DATA TO PROCESS ▸
▬▬▬▬▬▬

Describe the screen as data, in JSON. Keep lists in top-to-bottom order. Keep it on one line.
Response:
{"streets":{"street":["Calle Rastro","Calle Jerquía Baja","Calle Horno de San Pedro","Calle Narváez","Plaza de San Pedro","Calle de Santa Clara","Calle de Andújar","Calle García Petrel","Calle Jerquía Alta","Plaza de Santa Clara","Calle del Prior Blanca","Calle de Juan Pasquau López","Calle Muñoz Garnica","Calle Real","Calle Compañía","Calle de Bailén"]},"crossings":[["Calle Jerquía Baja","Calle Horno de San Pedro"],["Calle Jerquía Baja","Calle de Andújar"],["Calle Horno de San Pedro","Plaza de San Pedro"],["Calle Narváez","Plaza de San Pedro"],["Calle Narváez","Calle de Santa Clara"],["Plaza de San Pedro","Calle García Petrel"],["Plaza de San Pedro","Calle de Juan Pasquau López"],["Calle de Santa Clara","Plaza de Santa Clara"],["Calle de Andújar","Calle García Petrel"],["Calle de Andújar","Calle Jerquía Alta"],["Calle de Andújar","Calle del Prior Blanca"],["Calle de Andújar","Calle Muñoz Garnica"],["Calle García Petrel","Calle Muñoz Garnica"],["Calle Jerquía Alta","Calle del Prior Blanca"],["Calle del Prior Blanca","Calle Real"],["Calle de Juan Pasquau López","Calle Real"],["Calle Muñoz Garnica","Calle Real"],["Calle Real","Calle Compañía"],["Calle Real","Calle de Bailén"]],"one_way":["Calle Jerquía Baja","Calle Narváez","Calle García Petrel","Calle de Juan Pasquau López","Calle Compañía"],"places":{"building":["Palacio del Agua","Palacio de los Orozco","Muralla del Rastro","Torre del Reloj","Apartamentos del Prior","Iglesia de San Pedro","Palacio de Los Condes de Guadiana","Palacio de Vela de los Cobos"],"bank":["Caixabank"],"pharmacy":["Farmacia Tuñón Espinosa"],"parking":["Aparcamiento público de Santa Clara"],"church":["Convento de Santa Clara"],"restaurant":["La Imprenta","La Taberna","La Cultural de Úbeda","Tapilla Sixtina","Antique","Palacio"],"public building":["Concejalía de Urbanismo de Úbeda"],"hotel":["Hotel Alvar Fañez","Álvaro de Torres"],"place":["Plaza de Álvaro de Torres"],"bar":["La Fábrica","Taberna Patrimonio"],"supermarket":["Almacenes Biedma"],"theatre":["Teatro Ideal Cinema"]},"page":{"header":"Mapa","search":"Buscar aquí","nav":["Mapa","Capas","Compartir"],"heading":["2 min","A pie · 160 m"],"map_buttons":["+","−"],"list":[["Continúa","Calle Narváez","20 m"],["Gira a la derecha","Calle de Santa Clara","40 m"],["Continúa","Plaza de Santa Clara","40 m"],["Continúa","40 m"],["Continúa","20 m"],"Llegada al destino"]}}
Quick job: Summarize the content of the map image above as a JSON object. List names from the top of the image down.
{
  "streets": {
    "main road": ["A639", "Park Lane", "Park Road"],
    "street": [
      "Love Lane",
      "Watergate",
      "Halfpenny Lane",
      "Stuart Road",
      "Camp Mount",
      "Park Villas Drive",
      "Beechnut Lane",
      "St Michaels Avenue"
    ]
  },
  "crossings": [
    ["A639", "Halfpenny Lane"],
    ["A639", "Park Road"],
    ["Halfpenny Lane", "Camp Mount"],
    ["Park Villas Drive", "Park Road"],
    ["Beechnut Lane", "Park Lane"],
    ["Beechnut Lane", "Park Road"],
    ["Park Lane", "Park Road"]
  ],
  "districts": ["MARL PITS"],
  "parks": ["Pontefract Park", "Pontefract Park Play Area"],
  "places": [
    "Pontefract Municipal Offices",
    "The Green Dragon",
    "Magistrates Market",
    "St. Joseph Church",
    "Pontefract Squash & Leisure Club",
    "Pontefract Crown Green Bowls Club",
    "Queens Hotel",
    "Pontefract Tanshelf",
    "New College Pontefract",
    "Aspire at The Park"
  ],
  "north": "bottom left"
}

▬▬▬▬▬▬

YOUR OBJECTIVE ▸ Exactness is what counts here: write out every record again.

WRITTEN RESPONSE ▸
Describe the screen as data, in JSON. Keep lists in top-to-bottom order. Keep it on one line.
Response:
{"streets":{"street":["Calle Rastro","Calle Jerquía Baja","Calle Horno de San Pedro","Calle Narváez","Plaza de San Pedro","Calle de Santa Clara","Calle de Andújar","Calle García Petrel","Calle Jerquía Alta","Plaza de Santa Clara","Calle del Prior Blanca","Calle de Juan Pasquau López","Calle Muñoz Garnica","Calle Real","Calle Compañía","Calle de Bailén"]},"crossings":[["Calle Jerquía Baja","Calle Horno de San Pedro"],["Calle Jerquía Baja","Calle de Andújar"],["Calle Horno de San Pedro","Plaza de San Pedro"],["Calle Narváez","Plaza de San Pedro"],["Calle Narváez","Calle de Santa Clara"],["Plaza de San Pedro","Calle García Petrel"],["Plaza de San Pedro","Calle de Juan Pasquau López"],["Calle de Santa Clara","Plaza de Santa Clara"],["Calle de Andújar","Calle García Petrel"],["Calle de Andújar","Calle Jerquía Alta"],["Calle de Andújar","Calle del Prior Blanca"],["Calle de Andújar","Calle Muñoz Garnica"],["Calle García Petrel","Calle Muñoz Garnica"],["Calle Jerquía Alta","Calle del Prior Blanca"],["Calle del Prior Blanca","Calle Real"],["Calle de Juan Pasquau López","Calle Real"],["Calle Muñoz Garnica","Calle Real"],["Calle Real","Calle Compañía"],["Calle Real","Calle de Bailén"]],"one_way":["Calle Jerquía Baja","Calle Narváez","Calle García Petrel","Calle de Juan Pasquau López","Calle Compañía"],"places":{"building":["Palacio del Agua","Palacio de los Orozco","Muralla del Rastro","Torre del Reloj","Apartamentos del Prior","Iglesia de San Pedro","Palacio de Los Condes de Guadiana","Palacio de Vela de los Cobos"],"bank":["Caixabank"],"pharmacy":["Farmacia Tuñón Espinosa"],"parking":["Aparcamiento público de Santa Clara"],"church":["Convento de Santa Clara"],"restaurant":["La Imprenta","La Taberna","La Cultural de Úbeda","Tapilla Sixtina","Antique","Palacio"],"public building":["Concejalía de Urbanismo de Úbeda"],"hotel":["Hotel Alvar Fañez","Álvaro de Torres"],"place":["Plaza de Álvaro de Torres"],"bar":["La Fábrica","Taberna Patrimonio"],"supermarket":["Almacenes Biedma"],"theatre":["Teatro Ideal Cinema"]},"page":{"header":"Mapa","search":"Buscar aquí","nav":["Mapa","Capas","Compartir"],"heading":["2 min","A pie · 160 m"],"map_buttons":["+","−"],"list":[["Continúa","Calle Narváez","20 m"],["Gira a la derecha","Calle de Santa Clara","40 m"],["Continúa","Plaza de Santa Clara","40 m"],["Continúa","40 m"],["Continúa","20 m"],"Llegada al destino"]}}
Quick job: Summarize the content of the map image above as a JSON object. List names from the top of the image down.
{
  "streets": {
    "main road": ["A639", "Park Lane", "Park Road"],
    "street": [
      "Love Lane",
      "Watergate",
      "Halfpenny Lane",
      "Stuart Road",
      "Camp Mount",
      "Park Villas Drive",
      "Beechnut Lane",
      "St Michaels Avenue"
    ]
  },
  "crossings": [
    ["A639", "Halfpenny Lane"],
    ["A639", "Park Road"],
    ["Halfpenny Lane", "Camp Mount"],
    ["Park Villas Drive", "Park Road"],
    ["Beechnut Lane", "Park Lane"],
    ["Beechnut Lane", "Park Road"],
    ["Park Lane", "Park Road"]
  ],
  "districts": ["MARL PITS"],
  "parks": ["Pontefract Park", "Pontefract Park Play Area"],
  "places": [
    "Pontefract Municipal Offices",
    "The Green Dragon",
    "Magistrates Market",
    "St. Joseph Church",
    "Pontefract Squash & Leisure Club",
    "Pontefract Crown Green Bowls Club",
    "Queens Hotel",
    "Pontefract Tanshelf",
    "New College Pontefract",
    "Aspire at The Park"
  ],
  "north": "bottom left"
}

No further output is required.